── Extracted material ──
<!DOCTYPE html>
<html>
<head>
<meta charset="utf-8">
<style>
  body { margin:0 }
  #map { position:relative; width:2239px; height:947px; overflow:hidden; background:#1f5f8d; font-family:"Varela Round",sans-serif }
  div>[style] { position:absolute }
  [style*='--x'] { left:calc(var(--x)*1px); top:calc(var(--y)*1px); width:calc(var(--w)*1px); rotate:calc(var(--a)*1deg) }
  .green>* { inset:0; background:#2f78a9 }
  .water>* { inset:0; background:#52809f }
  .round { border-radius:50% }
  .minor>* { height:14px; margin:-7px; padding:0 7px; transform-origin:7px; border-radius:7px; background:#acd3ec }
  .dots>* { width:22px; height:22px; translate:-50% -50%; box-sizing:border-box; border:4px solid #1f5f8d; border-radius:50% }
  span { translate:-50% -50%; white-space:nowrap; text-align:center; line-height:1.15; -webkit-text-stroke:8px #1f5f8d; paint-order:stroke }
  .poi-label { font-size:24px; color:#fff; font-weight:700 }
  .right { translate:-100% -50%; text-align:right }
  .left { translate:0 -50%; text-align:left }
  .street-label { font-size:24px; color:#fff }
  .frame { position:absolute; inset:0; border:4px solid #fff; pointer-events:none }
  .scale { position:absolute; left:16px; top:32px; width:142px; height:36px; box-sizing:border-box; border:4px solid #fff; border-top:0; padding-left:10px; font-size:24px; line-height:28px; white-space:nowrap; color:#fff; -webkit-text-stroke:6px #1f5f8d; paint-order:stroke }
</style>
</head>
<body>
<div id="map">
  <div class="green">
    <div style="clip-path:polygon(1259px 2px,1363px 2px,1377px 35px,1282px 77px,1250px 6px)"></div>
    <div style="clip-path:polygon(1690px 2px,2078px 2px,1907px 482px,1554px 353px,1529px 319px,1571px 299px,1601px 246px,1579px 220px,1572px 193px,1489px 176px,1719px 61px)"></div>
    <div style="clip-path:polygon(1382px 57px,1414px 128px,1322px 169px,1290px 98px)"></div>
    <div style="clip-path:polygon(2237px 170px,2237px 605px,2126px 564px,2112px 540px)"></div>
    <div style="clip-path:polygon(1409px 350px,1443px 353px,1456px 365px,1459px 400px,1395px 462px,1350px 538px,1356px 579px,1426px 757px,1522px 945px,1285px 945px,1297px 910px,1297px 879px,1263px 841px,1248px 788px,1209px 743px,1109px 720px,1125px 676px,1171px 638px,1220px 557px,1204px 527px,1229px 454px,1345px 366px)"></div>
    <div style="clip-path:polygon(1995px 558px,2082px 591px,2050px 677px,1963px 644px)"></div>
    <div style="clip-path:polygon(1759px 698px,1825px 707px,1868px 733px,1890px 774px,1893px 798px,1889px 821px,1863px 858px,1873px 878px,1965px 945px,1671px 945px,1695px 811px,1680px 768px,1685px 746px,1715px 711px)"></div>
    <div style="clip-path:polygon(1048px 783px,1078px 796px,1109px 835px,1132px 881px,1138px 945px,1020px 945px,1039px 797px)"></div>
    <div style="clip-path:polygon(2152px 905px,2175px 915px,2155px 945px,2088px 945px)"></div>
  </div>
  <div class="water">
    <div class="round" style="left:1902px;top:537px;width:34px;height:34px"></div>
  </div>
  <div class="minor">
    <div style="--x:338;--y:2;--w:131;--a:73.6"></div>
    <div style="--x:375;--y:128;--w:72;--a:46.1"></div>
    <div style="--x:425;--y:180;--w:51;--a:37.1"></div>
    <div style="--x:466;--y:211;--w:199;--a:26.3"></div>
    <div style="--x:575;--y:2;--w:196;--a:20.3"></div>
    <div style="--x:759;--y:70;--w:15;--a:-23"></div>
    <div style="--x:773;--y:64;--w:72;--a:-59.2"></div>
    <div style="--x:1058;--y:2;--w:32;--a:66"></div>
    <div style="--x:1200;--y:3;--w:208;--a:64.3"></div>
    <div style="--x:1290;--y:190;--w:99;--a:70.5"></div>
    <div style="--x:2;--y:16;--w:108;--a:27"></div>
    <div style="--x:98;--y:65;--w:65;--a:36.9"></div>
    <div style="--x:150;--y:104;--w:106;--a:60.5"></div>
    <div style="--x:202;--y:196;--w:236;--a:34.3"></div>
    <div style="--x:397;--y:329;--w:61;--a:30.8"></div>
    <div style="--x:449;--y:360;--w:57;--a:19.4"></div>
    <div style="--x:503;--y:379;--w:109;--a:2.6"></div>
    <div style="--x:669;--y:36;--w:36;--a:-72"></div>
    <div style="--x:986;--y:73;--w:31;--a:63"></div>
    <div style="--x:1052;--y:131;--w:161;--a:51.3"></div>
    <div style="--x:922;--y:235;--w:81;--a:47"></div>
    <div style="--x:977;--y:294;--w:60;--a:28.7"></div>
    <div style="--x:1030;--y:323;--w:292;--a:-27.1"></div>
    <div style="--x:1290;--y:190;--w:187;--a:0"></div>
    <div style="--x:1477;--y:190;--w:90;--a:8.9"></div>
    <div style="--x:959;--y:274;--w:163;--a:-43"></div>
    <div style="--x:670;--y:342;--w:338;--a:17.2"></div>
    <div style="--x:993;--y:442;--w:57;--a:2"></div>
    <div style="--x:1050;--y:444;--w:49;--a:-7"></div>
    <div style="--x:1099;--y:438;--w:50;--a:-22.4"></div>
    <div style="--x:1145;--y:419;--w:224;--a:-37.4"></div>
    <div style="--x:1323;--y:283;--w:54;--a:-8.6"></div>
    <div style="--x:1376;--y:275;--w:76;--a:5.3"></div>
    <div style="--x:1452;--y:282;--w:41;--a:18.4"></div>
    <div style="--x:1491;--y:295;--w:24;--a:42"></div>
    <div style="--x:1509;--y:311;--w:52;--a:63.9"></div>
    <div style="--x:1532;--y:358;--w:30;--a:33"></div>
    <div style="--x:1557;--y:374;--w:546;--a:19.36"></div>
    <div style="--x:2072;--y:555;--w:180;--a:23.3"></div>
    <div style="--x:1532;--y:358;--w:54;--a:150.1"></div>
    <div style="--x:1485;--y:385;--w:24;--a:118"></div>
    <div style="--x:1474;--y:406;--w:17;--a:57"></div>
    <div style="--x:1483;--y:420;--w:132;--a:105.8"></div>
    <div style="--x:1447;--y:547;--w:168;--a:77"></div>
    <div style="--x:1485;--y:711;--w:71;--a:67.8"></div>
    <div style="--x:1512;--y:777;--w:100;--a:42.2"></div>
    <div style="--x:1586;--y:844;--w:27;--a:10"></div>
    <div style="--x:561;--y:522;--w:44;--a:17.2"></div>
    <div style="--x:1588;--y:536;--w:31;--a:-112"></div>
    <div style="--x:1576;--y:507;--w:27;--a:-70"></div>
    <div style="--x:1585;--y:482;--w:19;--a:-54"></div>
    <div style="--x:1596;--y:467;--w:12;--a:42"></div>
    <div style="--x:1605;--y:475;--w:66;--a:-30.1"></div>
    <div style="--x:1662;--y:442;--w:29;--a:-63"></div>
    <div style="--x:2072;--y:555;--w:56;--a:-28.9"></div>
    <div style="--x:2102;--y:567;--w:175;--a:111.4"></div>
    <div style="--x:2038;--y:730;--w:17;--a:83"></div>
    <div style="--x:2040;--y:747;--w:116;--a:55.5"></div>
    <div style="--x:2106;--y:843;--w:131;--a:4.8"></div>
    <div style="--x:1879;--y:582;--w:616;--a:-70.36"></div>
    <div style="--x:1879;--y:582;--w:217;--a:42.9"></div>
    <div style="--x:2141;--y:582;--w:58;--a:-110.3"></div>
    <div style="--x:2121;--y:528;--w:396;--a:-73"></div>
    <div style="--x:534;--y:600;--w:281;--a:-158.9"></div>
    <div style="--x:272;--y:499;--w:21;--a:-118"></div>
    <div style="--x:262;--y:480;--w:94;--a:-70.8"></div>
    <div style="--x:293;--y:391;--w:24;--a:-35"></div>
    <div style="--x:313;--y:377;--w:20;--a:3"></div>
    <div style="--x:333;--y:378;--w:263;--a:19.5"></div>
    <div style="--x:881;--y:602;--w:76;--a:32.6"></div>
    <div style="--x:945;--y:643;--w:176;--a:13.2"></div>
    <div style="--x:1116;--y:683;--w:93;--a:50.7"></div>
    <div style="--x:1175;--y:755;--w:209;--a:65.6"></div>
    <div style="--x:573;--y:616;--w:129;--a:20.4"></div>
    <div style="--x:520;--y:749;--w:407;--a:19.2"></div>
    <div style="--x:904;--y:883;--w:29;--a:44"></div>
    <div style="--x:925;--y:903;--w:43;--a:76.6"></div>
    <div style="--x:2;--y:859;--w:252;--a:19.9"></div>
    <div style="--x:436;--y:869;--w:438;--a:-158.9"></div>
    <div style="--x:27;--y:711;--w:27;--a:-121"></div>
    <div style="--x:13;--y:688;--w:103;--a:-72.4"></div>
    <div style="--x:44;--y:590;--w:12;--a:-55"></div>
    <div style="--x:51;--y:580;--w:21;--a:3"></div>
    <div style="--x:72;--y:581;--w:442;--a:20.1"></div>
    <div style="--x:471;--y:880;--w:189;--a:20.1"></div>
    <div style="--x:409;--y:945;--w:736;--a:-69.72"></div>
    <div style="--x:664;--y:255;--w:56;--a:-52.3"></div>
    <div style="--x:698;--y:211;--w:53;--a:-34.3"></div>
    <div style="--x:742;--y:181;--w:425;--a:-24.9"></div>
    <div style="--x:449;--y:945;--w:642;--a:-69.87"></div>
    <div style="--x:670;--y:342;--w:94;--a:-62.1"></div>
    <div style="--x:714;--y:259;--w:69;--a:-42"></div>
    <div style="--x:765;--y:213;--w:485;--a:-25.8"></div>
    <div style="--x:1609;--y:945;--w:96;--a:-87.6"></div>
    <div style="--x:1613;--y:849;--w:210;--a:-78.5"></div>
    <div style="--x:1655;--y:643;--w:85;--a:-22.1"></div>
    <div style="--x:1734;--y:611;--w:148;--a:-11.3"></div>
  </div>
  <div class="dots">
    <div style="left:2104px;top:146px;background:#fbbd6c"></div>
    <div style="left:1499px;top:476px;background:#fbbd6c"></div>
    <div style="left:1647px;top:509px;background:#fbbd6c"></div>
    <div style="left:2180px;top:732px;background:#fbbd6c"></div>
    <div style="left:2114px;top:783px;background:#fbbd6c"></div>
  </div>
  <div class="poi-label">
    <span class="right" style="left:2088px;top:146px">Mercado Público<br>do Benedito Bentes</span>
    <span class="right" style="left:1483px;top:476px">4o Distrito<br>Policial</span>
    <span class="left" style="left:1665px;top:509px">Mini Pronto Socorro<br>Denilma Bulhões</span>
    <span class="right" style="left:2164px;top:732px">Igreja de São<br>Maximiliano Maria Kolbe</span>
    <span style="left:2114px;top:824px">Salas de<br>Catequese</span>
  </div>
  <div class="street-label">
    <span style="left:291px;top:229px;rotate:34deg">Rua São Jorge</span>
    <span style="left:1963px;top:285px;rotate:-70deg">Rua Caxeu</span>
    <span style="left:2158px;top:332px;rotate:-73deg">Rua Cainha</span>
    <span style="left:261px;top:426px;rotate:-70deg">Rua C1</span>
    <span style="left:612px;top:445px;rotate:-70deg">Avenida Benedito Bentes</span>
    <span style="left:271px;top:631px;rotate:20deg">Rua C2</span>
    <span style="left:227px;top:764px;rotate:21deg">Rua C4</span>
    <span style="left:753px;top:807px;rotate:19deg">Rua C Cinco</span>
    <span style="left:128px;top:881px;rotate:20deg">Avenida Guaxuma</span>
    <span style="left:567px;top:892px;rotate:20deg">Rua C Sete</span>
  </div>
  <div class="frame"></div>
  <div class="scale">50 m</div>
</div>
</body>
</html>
───
### What the task asks
In the data above, find the line with "position:relative; width:2239px; height:947px;" and the line with "width:22px; height:22px; translate:-50%". Retype both, plus every line between them, exactly.

### Response
  #map { position:relative; width:2239px; height:947px; overflow:hidden; background:#1f5f8d; font-family:"Varela Round",sans-serif }
  div>[style] { position:absolute }
  [style*='--x'] { left:calc(var(--x)*1px); top:calc(var(--y)*1px); width:calc(var(--w)*1px); rotate:calc(var(--a)*1deg) }
  .green>* { inset:0; background:#2f78a9 }
  .water>* { inset:0; background:#52809f }
  .round { border-radius:50% }
  .minor>* { height:14px; margin:-7px; padding:0 7px; transform-origin:7px; border-radius:7px; background:#acd3ec }
  .dots>* { width:22px; height:22px; translate:-50% -50%; box-sizing:border-box; border:4px solid #1f5f8d; border-radius:50% }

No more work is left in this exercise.